• **Your assignment**:
Your output should be the lines from the one with "Read the map" through the end of the entries below, set down word for word and nothing else.

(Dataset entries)
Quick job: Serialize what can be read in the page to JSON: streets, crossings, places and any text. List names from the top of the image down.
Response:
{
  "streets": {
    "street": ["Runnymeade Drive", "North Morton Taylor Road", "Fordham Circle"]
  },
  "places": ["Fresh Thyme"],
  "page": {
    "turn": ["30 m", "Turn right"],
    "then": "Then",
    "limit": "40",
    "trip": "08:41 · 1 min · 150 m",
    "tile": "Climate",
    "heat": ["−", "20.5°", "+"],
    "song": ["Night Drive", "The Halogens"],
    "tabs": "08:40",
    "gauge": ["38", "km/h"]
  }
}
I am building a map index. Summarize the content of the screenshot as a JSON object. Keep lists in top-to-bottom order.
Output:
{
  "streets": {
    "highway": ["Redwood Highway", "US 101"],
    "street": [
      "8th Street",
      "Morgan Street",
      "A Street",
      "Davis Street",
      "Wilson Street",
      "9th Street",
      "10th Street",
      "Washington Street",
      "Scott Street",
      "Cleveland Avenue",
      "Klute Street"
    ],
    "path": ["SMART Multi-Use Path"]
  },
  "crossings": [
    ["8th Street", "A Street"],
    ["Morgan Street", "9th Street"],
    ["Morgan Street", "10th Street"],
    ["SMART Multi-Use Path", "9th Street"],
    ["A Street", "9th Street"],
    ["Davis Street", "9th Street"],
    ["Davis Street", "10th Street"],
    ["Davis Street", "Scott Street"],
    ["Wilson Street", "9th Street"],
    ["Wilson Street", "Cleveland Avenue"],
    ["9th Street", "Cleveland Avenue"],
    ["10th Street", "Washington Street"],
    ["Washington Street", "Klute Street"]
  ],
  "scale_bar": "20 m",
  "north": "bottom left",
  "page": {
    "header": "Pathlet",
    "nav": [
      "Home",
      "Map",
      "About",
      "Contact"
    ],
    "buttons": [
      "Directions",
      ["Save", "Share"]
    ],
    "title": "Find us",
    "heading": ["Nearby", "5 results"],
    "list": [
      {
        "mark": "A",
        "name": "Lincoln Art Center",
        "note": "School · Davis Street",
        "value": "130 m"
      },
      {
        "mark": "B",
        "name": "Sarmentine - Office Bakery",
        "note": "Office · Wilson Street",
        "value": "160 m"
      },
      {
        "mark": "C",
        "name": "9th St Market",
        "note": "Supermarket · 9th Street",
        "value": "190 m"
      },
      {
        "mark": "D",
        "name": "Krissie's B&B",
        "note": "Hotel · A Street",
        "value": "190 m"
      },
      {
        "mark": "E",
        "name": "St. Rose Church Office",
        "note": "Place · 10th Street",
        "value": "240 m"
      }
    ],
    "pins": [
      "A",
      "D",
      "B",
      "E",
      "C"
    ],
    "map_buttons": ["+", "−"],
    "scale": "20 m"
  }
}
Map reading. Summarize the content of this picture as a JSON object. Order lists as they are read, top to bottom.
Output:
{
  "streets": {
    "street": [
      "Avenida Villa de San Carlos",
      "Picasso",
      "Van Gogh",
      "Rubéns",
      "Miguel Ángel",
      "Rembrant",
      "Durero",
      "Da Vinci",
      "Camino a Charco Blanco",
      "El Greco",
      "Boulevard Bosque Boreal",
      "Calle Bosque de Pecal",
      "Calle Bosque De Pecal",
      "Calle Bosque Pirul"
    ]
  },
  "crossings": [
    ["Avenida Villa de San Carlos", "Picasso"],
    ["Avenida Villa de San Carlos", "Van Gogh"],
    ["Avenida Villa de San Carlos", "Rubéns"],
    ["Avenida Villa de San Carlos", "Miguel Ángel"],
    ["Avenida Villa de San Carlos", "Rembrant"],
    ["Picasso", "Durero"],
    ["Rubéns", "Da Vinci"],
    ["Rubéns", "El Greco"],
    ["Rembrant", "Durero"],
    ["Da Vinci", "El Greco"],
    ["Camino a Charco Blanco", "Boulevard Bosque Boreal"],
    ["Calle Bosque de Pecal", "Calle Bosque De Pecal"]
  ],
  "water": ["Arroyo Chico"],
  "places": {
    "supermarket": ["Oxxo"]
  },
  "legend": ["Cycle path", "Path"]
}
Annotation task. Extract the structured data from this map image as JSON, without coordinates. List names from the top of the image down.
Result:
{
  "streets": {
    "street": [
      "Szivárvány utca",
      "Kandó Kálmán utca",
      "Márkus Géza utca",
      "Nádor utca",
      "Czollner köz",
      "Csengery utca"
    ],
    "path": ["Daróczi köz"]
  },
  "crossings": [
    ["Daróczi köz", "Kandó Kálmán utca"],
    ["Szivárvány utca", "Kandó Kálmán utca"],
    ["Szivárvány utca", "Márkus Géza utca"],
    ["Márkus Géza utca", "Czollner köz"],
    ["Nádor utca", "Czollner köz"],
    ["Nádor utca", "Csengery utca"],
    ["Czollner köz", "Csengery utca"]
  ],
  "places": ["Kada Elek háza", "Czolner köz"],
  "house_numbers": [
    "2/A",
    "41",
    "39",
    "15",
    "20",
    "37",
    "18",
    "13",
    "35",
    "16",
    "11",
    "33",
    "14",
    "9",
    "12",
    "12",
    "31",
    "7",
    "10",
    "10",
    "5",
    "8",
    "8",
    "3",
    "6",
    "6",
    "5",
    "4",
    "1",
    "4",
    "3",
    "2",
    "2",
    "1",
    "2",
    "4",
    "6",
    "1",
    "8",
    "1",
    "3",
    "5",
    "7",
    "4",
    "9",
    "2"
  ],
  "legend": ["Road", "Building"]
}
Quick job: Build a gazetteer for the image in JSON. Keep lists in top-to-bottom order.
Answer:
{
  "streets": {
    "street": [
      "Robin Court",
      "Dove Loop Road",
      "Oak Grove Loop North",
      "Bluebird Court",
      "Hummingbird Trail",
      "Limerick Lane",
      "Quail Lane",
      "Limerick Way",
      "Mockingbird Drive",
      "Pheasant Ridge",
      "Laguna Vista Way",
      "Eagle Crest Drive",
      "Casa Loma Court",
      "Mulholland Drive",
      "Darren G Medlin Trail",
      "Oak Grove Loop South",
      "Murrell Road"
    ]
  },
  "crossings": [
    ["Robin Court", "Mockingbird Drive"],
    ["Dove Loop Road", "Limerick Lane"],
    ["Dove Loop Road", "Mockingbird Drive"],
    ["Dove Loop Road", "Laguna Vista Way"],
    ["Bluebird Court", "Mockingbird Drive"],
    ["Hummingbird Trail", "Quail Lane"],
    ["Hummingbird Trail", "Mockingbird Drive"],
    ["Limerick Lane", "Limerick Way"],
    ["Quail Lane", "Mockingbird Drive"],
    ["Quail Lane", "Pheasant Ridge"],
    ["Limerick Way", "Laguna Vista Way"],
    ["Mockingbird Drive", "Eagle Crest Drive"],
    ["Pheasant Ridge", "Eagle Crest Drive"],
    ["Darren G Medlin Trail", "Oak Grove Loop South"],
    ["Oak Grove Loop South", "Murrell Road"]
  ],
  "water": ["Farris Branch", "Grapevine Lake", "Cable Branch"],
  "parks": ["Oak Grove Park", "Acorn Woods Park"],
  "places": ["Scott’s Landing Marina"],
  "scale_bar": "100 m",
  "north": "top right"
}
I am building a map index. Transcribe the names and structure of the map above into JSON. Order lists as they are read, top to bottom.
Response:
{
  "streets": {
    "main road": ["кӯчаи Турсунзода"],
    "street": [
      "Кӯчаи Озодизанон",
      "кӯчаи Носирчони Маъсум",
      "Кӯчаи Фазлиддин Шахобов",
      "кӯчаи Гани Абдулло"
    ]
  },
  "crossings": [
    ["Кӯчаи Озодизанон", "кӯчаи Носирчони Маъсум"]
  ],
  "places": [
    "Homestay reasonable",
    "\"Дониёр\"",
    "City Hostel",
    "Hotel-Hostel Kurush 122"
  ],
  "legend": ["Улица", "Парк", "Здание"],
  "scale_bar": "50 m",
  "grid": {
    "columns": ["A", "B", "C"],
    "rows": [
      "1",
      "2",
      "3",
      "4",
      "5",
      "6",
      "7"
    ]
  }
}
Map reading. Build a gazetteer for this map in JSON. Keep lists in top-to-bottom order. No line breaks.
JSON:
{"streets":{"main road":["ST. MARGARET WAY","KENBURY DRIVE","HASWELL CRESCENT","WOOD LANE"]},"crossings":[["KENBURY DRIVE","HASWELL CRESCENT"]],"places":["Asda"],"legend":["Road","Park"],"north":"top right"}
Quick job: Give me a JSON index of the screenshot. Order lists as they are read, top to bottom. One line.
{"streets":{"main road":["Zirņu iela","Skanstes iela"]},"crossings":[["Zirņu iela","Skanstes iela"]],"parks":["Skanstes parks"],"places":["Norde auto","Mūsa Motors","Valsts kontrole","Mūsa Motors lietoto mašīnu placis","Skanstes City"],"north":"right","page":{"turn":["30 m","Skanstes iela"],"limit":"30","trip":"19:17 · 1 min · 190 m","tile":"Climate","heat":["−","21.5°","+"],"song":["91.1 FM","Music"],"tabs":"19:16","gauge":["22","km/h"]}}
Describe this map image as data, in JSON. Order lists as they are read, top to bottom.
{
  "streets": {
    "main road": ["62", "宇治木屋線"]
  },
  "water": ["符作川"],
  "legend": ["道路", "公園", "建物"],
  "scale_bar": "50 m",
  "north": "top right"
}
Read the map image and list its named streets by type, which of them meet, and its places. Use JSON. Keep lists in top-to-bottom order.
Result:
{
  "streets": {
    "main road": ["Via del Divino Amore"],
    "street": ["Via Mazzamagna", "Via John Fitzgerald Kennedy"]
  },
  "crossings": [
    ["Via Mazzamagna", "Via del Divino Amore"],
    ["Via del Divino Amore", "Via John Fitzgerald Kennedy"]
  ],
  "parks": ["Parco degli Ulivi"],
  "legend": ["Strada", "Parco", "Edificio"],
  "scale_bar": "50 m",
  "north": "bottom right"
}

• **Response area**:
Read the map image and list its named streets by type, which of them meet, and its places. Use JSON. Keep lists in top-to-bottom order.
Result:
{
  "streets": {
    "main road": ["Via del Divino Amore"],
    "street": ["Via Mazzamagna", "Via John Fitzgerald Kennedy"]
  },
  "crossings": [
    ["Via Mazzamagna", "Via del Divino Amore"],
    ["Via del Divino Amore", "Via John Fitzgerald Kennedy"]
  ],
  "parks": ["Parco degli Ulivi"],
  "legend": ["Strada", "Parco", "Edificio"],
  "scale_bar": "50 m",
  "north": "bottom right"
}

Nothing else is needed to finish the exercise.